I am an avid reader and have been for many years. I’ve always tended towards the fantasy genre, so my choices of “favorites” reflect that preference. Some of these choices I read early in life, some more recently, but each one I have read at least a few times and enjoy them all over again each time I do.
The first, and probably most influential book, I loaded into an HTML table. With the XML package, I can retreive it and parse it into a data frame:
# GitHub location
loc <- "https://raw.githubusercontent.com/lysanthus/Data607/master/Week7/book1.html"
# Get the HTML
html <- getURL(loc)
# Parse the HTML
book <- htmlParse(html)
# Get the table headers as column names
headers <- xpathSApply(book,"//th",xmlValue)
# Get the table data for actual book info
data <- xpathSApply(book,"//td",xmlValue)
# Combine into a data frame.

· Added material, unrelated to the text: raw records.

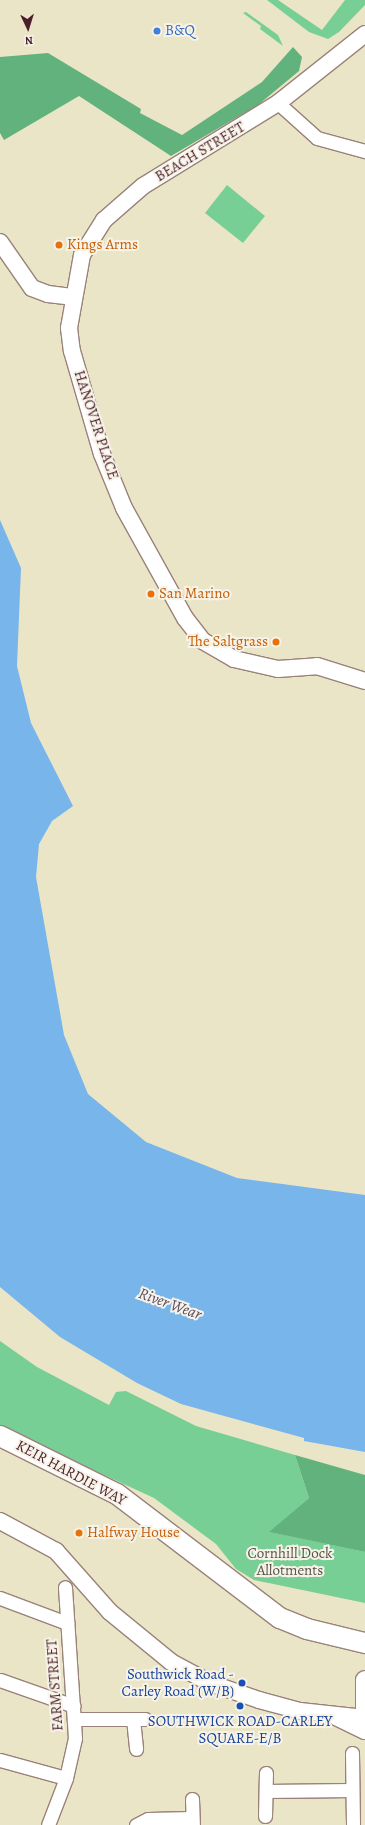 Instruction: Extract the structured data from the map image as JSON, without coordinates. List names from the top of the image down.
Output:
{
  "streets": {
    "main road": ["KEIR HARDIE WAY"],
    "street": ["BEACH STREET", "HANOVER PLACE", "FARM STREET"]
  },
  "crossings": [
    ["BEACH STREET", "HANOVER PLACE"]
  ],
  "water": ["River Wear"],
  "parks": ["Cornhill Dock Allotments"],
  "places": [
    "B&Q",
    "Kings Arms",
    "San Marino",
    "The Saltgrass",
    "Halfway House",
    "Southwick Road - Carley Road (W/B)",
    "SOUTHWICK ROAD-CARLEY SQUARE-E/B"
  ],
  "north": "bottom"
}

Note we had to change the data to a single row.
# If there had been more than one book, we may have had to take a different
# approach.
book1 <- data.frame(rbind(data), stringsAsFactors = FALSE, row.names="Book1")

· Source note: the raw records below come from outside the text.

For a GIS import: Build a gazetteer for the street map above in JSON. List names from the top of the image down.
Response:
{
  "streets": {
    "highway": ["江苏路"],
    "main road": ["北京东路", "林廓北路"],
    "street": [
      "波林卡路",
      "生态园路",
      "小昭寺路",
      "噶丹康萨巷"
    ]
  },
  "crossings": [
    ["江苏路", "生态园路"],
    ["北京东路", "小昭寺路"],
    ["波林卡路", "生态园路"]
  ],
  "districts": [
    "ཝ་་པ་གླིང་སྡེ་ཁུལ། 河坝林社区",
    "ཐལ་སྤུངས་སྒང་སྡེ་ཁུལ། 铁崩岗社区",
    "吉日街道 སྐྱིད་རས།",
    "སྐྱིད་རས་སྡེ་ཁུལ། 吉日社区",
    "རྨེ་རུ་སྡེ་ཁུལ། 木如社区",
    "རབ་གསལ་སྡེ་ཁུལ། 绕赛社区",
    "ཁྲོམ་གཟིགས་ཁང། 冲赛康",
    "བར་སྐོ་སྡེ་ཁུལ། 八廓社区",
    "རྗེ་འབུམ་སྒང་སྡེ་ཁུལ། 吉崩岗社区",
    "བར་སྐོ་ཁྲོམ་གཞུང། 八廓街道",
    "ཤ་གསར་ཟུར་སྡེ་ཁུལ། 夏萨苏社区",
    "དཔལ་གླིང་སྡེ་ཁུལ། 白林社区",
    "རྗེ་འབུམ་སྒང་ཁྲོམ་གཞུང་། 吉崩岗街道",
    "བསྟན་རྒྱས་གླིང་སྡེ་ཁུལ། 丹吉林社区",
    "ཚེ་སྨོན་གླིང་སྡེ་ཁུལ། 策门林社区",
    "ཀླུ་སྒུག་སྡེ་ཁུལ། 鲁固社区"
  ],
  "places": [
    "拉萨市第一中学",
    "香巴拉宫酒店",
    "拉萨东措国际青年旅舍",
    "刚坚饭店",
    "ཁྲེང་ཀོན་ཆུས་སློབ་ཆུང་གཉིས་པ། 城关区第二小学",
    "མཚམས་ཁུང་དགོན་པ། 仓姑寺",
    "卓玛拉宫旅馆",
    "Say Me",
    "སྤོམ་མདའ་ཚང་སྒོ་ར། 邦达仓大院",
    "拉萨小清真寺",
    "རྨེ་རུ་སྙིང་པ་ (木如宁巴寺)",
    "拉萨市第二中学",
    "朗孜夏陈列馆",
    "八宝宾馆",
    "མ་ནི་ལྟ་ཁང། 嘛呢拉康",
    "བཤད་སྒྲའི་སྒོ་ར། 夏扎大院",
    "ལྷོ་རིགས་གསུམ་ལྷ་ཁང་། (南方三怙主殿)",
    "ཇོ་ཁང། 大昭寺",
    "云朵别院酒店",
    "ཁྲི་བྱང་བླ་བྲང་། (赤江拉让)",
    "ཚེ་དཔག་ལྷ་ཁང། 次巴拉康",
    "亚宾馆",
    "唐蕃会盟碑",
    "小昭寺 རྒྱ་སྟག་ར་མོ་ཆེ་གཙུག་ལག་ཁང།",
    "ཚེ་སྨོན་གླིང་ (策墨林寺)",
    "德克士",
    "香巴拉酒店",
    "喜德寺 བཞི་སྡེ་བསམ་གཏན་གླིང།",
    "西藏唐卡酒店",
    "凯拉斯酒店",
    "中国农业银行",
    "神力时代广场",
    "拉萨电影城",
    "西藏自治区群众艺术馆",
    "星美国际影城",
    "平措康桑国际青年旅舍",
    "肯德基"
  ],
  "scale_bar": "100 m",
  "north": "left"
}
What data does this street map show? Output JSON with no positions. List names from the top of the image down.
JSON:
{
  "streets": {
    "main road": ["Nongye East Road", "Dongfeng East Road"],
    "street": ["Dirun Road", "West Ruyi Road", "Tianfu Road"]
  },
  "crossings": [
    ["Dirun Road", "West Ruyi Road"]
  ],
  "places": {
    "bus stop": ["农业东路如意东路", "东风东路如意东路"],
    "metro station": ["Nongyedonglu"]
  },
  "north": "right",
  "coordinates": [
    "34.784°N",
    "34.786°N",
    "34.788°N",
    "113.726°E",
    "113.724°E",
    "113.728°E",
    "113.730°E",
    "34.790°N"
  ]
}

colnames(book1) <- headers
book1
## Book Title Authors
## Book1 Dragons of Autumn Twilight Margaret Weiss, Tracy Hickman
## Publish Date Pages
## Book1 1984 448
This book, Dragons of Autumn Twilight, was more or less my gateway into the genre of fantasy fiction. I still like to revisit this (and the others in its trilogy) every few years. In, fact, I may be due for another read.
For my second book, I chose a true classic - a book likely on the shelves of many, even those not particularly enamoured with the fantasy genre.
This book, I loaded into a simple XML file.
# GitHub Location
loc <- "https://raw.githubusercontent.com/lysanthus/Data607/master/Week7/book2.xml"
# Get the XML
xml <- getURL(loc)
# Parse the HTML
book <- xmlParse(xml)
# Get the fields
data <- xpathSApply(book,"//book/child::*",xmlValue)
# The column names
headers <- c("title","author","published","pages")
book2 <- data.frame(rbind(data), stringsAsFactors = FALSE, row.names="Book2")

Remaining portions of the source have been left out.